Jennifer Elder, a 27-year old Victoria native with cornflower blue eyes, loves her work in Canada's tar sands. A certified electrician, Elder is one of three women among 500 employees working on a site two hours away from Fort McMurray.
Only 115 pounds "when soaking wet", Elder has learned to hold her own by wielding a mixture of humour, diplomacy, and a can-do attitude among some of the toughest guys in Alberta. If there's something heavy to lift, Elder goes for it and the guys respect her.
"They're my bros," she says.
Despite extremities in weather, location, and gender imbalance, the delicate-looking Elder says she wakes up every morning and can't wait to go to work.
She relishes the intellectual challenge of analyzing plans and figuring out how the job must be done. She welcomes the challenge of lifting heavy weight and pulling the cables, and can't get enough of working outside; even in the summer when, as some joke, the mosquitoes are as big as cows.
Elder is one of approximately 22,340 workers directly employed in the oil sands, according to the Petroleum Human Resources Council of Canada in 2012. Like Elder, many of these Canadians left behind sluggish job prospects at home to work up north in what has been called "the world's largest industrial project" and, by climate activist Bill McKibben, "the fuse to the carbon bomb."

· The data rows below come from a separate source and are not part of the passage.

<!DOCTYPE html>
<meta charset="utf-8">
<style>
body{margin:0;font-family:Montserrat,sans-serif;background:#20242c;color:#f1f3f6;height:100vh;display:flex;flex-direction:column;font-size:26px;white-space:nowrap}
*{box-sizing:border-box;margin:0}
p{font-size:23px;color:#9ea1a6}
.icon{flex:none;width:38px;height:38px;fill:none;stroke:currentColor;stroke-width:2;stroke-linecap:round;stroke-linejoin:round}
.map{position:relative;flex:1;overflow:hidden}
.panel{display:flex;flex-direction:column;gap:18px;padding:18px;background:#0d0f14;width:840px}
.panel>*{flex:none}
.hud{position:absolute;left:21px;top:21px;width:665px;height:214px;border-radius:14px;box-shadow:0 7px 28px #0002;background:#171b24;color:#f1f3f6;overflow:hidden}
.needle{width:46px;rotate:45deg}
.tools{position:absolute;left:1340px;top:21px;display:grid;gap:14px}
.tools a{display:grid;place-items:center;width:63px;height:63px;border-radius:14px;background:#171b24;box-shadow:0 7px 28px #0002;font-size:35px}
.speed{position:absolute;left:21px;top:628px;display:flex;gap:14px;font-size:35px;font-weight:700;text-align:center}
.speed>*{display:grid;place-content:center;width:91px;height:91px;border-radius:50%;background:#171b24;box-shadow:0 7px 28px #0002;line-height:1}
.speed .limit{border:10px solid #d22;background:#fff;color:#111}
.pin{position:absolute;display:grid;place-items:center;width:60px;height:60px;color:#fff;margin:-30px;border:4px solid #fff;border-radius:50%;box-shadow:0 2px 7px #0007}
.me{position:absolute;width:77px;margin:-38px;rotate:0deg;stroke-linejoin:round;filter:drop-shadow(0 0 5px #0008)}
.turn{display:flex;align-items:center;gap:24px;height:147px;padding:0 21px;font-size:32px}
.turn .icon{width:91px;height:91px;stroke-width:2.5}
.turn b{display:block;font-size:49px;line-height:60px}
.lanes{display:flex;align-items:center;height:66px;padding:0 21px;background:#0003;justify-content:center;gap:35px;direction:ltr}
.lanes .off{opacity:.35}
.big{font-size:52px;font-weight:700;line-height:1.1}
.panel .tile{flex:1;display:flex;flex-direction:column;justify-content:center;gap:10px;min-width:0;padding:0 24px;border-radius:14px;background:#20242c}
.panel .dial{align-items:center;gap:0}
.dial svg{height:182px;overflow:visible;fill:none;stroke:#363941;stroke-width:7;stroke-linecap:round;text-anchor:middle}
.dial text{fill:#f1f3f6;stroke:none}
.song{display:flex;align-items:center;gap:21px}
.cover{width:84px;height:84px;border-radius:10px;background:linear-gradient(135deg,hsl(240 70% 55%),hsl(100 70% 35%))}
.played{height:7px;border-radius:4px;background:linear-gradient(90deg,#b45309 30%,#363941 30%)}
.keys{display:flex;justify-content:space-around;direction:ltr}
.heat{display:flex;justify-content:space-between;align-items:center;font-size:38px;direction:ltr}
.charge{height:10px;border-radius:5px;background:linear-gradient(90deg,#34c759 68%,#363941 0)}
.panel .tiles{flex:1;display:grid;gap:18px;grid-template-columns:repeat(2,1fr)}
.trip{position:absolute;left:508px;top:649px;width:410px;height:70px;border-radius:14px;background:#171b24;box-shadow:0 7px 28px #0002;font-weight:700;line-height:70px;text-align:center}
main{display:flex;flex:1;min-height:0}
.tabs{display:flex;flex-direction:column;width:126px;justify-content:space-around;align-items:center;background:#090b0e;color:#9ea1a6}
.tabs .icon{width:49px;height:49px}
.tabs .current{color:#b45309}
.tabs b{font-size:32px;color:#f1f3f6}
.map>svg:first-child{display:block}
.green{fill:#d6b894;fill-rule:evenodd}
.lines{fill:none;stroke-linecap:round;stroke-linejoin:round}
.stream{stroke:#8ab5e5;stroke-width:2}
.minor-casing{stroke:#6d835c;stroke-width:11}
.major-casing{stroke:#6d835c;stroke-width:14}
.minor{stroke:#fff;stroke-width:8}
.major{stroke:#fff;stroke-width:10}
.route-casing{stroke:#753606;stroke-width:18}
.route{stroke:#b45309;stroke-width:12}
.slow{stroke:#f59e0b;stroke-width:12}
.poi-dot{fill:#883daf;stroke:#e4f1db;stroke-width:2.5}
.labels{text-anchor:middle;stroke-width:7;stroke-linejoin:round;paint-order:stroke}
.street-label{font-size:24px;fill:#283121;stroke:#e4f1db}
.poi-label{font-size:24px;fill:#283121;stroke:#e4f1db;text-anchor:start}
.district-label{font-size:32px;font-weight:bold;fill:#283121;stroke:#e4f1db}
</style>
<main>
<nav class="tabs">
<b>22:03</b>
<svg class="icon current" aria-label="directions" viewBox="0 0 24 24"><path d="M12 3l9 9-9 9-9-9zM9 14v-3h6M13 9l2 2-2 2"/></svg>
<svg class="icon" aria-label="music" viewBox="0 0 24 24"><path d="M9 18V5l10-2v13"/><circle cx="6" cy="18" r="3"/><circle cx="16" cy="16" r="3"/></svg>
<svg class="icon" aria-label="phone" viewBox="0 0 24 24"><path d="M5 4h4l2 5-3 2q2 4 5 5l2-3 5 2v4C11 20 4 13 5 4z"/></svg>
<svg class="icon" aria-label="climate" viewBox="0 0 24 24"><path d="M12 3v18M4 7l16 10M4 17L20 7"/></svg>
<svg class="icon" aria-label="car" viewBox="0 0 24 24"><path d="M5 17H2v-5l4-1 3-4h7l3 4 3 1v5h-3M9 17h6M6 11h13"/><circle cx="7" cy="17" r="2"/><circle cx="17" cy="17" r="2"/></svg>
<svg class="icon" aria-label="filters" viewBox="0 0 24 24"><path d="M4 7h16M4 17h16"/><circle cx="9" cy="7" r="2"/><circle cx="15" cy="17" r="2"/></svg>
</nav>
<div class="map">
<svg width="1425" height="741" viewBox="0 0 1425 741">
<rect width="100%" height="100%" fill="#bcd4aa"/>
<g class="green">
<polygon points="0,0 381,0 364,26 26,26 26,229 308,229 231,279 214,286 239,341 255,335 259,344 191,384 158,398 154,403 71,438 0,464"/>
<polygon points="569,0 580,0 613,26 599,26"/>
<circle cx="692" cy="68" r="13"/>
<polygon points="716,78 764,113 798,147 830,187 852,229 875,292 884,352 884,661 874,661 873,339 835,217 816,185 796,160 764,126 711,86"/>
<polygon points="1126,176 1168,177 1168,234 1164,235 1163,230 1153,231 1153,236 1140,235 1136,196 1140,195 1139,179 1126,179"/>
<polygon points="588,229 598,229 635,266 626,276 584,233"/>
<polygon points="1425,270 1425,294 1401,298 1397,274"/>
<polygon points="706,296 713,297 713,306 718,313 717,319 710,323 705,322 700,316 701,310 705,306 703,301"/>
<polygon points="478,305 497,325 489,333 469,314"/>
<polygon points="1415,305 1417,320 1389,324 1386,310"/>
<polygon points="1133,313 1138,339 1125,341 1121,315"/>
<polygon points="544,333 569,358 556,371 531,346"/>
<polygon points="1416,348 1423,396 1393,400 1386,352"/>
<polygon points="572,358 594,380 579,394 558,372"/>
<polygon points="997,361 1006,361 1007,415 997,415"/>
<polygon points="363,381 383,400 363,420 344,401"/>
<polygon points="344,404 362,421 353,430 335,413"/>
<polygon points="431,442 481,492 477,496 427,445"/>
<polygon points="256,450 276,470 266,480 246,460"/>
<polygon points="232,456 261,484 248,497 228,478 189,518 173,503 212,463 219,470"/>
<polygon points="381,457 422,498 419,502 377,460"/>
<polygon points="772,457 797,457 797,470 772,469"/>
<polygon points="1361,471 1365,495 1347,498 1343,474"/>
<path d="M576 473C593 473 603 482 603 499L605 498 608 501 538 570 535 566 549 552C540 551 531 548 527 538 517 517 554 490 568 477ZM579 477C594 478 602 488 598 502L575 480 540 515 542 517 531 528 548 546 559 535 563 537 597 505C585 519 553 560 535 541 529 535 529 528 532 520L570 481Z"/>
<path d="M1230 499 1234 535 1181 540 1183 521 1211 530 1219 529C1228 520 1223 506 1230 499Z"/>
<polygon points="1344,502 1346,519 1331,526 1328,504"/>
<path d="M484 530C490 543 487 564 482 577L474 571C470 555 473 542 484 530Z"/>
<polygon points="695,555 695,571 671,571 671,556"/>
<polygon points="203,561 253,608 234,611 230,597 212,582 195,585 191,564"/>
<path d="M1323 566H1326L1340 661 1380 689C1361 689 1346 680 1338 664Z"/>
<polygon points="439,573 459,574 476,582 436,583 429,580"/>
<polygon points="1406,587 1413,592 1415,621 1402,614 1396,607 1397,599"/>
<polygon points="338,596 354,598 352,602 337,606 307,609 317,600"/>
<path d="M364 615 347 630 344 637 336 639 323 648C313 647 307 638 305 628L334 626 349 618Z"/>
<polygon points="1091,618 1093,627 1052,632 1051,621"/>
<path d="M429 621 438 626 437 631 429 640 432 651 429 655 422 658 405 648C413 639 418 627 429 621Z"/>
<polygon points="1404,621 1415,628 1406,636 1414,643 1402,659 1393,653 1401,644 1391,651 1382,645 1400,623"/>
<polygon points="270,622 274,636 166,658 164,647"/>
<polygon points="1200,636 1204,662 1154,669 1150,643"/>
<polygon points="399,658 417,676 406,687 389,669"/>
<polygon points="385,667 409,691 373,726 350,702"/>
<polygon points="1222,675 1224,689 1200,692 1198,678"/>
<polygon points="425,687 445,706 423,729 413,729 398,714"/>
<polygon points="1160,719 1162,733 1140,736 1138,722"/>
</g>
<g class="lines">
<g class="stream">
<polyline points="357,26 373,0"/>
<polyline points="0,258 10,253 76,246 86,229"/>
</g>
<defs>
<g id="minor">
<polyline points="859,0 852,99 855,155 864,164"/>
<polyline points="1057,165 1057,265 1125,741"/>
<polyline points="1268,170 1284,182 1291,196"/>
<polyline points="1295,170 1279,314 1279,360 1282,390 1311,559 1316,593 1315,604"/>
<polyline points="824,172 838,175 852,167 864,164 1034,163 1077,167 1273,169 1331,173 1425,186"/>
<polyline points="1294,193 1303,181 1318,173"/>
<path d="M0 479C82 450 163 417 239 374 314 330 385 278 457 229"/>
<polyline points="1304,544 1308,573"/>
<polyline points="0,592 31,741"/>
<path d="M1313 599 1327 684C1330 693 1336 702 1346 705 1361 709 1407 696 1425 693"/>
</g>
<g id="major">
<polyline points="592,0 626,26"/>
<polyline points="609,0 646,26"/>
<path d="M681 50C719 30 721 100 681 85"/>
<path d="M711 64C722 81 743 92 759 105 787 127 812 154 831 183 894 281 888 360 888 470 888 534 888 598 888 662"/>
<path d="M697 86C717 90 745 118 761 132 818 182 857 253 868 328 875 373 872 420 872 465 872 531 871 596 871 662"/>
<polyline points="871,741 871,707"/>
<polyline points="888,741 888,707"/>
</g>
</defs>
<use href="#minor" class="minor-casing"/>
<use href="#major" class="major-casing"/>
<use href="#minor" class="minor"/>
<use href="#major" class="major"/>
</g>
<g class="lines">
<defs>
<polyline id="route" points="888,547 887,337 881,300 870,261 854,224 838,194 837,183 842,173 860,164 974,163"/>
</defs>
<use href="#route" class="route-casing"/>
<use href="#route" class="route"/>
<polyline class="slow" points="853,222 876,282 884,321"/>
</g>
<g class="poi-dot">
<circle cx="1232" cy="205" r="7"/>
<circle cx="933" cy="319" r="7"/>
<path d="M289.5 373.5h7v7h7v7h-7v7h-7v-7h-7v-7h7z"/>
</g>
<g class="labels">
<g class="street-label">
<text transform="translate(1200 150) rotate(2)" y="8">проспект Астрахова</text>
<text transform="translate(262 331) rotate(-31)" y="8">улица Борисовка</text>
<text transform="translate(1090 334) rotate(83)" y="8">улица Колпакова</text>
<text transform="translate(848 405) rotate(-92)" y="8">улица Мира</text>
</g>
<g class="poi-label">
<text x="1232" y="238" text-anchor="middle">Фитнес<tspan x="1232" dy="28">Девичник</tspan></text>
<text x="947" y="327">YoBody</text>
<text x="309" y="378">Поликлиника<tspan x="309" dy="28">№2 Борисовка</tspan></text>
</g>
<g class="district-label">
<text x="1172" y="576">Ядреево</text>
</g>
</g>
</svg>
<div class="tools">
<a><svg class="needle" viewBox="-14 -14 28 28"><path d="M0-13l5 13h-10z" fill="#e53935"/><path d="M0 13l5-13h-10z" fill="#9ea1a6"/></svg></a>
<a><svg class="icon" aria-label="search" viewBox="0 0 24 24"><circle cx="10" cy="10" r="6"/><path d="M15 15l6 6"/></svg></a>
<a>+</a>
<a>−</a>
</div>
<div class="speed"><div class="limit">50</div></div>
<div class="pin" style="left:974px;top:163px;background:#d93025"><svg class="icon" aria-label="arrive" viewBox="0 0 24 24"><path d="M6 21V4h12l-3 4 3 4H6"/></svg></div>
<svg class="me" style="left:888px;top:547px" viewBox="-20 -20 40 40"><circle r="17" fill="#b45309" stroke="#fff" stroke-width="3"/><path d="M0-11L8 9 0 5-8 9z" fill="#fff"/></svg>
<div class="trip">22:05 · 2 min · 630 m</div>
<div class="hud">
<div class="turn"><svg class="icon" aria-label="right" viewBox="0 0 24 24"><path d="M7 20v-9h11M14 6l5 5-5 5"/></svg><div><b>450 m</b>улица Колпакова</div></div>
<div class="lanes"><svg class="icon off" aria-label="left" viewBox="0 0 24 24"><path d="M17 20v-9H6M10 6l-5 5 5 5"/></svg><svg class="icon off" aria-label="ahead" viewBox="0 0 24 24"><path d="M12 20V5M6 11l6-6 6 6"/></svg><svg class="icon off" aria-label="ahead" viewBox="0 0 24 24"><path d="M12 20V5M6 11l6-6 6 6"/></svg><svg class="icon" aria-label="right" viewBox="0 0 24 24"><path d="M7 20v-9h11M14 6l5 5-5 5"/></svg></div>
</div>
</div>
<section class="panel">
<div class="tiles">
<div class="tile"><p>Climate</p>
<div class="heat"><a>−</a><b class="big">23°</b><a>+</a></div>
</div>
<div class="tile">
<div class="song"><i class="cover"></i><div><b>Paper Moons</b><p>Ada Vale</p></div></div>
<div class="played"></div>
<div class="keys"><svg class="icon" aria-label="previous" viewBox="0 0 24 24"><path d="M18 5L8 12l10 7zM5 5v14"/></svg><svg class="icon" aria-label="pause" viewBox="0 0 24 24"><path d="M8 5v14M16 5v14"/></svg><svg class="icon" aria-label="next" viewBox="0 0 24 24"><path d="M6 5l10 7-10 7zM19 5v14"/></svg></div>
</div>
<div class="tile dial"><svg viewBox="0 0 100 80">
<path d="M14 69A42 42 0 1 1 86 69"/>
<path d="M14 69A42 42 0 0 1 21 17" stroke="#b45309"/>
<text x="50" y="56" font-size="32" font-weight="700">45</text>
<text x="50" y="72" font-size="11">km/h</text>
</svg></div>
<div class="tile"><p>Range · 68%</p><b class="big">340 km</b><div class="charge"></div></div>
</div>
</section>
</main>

Jennifer Elder embodies the promise and prosperity of Canada's oil reserves, an environment where hard work leads to high pay and where reliability and skill are rewarded with more responsibility and praise.
Although a 2012 University of Calgary study found that Canadians rank the oil industry at the bottom of a list of trustworthy industries, alongside lawyers and used car salesmen, Elder is quick to point out that not everyone has the luxury of being choosey, or refusing the opportunity available in a multi-billion dollar industry that can't hire enough workers fast enough.

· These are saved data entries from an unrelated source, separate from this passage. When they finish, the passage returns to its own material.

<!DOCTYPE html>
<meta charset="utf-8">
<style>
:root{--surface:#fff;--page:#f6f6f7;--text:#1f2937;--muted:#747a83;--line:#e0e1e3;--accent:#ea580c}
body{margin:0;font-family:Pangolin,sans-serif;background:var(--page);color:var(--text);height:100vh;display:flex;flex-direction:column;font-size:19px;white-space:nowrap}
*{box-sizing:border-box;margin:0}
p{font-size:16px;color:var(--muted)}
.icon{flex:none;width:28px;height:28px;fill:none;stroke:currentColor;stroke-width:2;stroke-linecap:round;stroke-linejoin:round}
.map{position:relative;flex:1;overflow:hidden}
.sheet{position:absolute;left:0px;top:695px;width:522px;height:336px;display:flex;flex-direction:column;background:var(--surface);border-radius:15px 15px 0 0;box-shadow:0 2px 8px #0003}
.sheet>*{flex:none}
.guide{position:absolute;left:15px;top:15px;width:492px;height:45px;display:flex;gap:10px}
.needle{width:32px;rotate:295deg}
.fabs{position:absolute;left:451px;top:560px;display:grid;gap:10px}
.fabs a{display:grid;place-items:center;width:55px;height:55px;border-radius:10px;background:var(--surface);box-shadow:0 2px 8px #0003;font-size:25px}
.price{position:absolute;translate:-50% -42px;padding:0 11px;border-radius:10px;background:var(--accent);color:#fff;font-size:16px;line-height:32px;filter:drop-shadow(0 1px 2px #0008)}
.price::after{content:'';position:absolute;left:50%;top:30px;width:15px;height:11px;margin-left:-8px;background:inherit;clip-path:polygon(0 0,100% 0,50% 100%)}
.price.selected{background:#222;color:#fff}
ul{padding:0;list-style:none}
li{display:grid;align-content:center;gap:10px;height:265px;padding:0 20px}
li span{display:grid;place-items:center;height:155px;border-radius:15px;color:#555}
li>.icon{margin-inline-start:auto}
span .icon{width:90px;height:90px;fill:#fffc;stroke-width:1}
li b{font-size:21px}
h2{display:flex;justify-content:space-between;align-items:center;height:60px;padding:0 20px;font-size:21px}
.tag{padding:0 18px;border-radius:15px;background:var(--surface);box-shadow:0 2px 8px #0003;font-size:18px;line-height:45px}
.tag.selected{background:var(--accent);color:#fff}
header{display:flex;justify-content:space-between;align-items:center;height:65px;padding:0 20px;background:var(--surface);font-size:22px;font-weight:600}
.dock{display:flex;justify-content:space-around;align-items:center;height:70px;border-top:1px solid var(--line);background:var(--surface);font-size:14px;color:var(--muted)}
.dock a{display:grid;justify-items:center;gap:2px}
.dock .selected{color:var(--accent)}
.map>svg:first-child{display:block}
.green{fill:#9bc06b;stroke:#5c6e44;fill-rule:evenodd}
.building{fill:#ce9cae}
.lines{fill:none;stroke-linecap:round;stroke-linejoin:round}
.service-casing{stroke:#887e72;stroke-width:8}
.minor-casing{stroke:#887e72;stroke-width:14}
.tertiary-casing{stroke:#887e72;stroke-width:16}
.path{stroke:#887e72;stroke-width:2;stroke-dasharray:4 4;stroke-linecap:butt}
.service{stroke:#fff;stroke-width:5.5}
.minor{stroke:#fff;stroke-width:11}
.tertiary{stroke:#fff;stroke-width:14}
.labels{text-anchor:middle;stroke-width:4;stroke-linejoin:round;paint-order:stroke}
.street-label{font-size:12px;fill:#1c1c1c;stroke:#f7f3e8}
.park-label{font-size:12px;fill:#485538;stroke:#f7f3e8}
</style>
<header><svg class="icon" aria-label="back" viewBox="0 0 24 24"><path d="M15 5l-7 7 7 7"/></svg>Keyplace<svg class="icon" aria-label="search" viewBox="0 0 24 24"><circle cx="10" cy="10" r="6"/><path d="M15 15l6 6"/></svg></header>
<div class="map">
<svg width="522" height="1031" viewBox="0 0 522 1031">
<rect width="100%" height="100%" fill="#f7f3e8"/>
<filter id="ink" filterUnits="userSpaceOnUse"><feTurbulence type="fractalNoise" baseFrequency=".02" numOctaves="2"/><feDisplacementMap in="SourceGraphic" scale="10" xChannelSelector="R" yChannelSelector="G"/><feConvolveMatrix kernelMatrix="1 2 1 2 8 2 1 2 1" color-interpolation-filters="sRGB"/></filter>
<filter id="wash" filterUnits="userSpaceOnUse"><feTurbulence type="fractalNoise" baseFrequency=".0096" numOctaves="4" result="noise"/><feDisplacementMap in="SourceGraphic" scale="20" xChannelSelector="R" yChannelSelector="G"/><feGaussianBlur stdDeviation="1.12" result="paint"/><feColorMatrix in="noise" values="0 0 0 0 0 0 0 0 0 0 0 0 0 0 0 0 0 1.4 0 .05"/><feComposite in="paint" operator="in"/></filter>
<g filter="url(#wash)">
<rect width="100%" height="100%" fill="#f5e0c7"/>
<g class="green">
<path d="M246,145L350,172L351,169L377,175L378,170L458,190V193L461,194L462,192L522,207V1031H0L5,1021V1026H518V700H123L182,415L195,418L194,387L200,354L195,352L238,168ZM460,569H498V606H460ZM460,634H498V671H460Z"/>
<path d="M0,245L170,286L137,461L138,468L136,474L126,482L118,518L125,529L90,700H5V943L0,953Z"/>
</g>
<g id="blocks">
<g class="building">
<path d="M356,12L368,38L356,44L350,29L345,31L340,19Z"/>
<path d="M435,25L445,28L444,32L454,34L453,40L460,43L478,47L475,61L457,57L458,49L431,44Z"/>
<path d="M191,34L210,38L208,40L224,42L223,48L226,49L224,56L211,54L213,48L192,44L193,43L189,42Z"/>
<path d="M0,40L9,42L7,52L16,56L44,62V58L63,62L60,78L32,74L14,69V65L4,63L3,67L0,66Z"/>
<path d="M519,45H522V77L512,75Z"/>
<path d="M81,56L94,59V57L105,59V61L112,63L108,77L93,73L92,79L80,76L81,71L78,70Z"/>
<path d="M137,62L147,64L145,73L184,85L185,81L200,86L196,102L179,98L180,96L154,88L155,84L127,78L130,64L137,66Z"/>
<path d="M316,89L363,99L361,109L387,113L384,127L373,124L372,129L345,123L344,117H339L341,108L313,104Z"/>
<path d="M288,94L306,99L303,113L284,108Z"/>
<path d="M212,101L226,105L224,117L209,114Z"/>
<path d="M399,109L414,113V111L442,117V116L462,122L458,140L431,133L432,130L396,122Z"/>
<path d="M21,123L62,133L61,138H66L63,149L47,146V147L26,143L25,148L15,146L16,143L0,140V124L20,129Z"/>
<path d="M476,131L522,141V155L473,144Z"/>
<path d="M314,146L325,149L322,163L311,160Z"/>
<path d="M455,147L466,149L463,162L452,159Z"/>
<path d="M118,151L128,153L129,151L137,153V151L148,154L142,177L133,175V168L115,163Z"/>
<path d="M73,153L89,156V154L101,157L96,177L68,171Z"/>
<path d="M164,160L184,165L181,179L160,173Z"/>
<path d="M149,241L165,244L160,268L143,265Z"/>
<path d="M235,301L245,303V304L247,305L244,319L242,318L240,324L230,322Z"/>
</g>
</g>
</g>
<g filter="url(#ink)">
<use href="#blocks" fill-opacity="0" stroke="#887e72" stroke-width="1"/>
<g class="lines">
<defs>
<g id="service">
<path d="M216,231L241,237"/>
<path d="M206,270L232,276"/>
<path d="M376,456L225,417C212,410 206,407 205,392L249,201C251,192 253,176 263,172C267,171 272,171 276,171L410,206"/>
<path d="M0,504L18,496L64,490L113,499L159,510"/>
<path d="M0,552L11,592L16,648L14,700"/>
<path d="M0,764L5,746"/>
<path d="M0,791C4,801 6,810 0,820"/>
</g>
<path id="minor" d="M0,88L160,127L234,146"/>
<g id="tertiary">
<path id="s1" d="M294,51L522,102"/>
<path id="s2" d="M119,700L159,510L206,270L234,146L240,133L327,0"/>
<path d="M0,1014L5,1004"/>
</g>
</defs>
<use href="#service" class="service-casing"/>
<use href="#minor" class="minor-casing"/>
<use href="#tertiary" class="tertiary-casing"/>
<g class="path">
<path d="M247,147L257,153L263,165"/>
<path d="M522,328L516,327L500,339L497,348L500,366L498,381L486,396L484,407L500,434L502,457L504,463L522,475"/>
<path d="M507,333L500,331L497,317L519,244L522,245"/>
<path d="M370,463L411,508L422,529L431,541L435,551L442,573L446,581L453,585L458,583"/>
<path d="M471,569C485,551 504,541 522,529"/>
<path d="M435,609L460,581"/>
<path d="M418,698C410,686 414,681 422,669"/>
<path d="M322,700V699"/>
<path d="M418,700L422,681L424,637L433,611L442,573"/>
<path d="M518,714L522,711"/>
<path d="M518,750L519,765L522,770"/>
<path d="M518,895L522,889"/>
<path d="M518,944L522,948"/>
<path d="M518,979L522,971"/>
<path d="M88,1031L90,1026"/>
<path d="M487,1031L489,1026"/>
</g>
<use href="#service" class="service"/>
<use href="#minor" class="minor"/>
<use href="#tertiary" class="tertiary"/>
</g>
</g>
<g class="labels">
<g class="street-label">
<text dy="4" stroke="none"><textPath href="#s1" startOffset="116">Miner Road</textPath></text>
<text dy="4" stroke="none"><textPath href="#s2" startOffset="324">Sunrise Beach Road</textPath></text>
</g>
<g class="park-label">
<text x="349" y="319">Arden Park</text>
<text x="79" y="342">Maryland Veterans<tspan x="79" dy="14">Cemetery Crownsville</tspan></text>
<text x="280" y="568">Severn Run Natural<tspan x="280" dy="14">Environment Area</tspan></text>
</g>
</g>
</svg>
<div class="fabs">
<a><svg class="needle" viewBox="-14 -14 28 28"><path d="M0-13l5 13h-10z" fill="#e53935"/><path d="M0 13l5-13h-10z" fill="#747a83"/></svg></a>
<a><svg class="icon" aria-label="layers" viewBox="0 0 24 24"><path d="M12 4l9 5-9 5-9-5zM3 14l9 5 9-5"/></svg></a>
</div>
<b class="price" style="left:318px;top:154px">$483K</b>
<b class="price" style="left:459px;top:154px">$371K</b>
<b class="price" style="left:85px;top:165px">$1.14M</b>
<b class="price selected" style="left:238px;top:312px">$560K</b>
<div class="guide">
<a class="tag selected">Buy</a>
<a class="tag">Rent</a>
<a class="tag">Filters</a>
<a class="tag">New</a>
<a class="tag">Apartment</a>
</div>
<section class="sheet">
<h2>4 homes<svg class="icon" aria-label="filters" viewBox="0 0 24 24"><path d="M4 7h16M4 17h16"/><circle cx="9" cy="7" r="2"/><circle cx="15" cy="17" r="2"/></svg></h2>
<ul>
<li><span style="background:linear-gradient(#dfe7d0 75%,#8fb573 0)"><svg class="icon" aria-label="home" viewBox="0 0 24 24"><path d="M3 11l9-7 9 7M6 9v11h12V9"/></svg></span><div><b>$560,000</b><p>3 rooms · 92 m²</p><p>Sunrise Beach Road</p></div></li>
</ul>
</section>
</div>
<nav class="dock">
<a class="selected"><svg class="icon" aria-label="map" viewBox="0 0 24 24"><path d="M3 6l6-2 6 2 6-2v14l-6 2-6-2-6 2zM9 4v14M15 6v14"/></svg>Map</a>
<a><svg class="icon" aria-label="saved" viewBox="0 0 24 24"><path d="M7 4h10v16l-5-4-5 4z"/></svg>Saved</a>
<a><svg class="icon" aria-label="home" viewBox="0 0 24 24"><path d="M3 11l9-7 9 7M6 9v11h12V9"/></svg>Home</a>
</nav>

She says her co-workers may not agree with Canada's energy policy and may wish for "greener" jobs, but they choose work in the oil sands over life on welfare back home.
What it's like for a young woman in the oil sands
Right after Elder received her electrician certification in Victoria, the economy went bad. She tried to find work for about eight months, with no luck. A friend's dad had a trade workers' company in Fort McMurray. He needed some electricians and asked her to come up.
"I didn't even know what the oil sands were. I just thought I was going to be doing regular commercial work. I didn't know it got freezing. I didn't know it got down to minus 45 degrees Celsius."
She found out fast, she said, laughing during a recent interview on a balmy summer day in Vancouver.
"We've had to go up in the air when it was 50 below with the wind blowing. It gets cold. You're wearing so many layers of clothing that just doing a small task takes 10 minutes. When it gets to a certain temperature, you work 10 minutes on, 10 minutes off. It gets pretty intense, particularly up at 40 to 108 feet in the air."
The work involves "laying the wire for motors, drillers, steam generators, oil treatment buildings, motor control stations. The crew pulls it for all the small gadgets, float transmitters, everything that measures the oil in the tanks or the pipes, limit transmitters."
Her last project involved building new infrastructure for a Canadian company that then went into the U.S. They engineer a lot of equipment. They also build. They have a place where they build the flare stacks.
"We manufacture a lot of the equipment the oil sands need. The MCC is the motor control centre where all of our power is fed from. They'll build that and then ship it up. Ninety-nine per cent of the infrastructure gets to the oil sands by semi-trucks. We manufacture in Nisku, Alberta and then ship it about four-five hour drive to oil sands."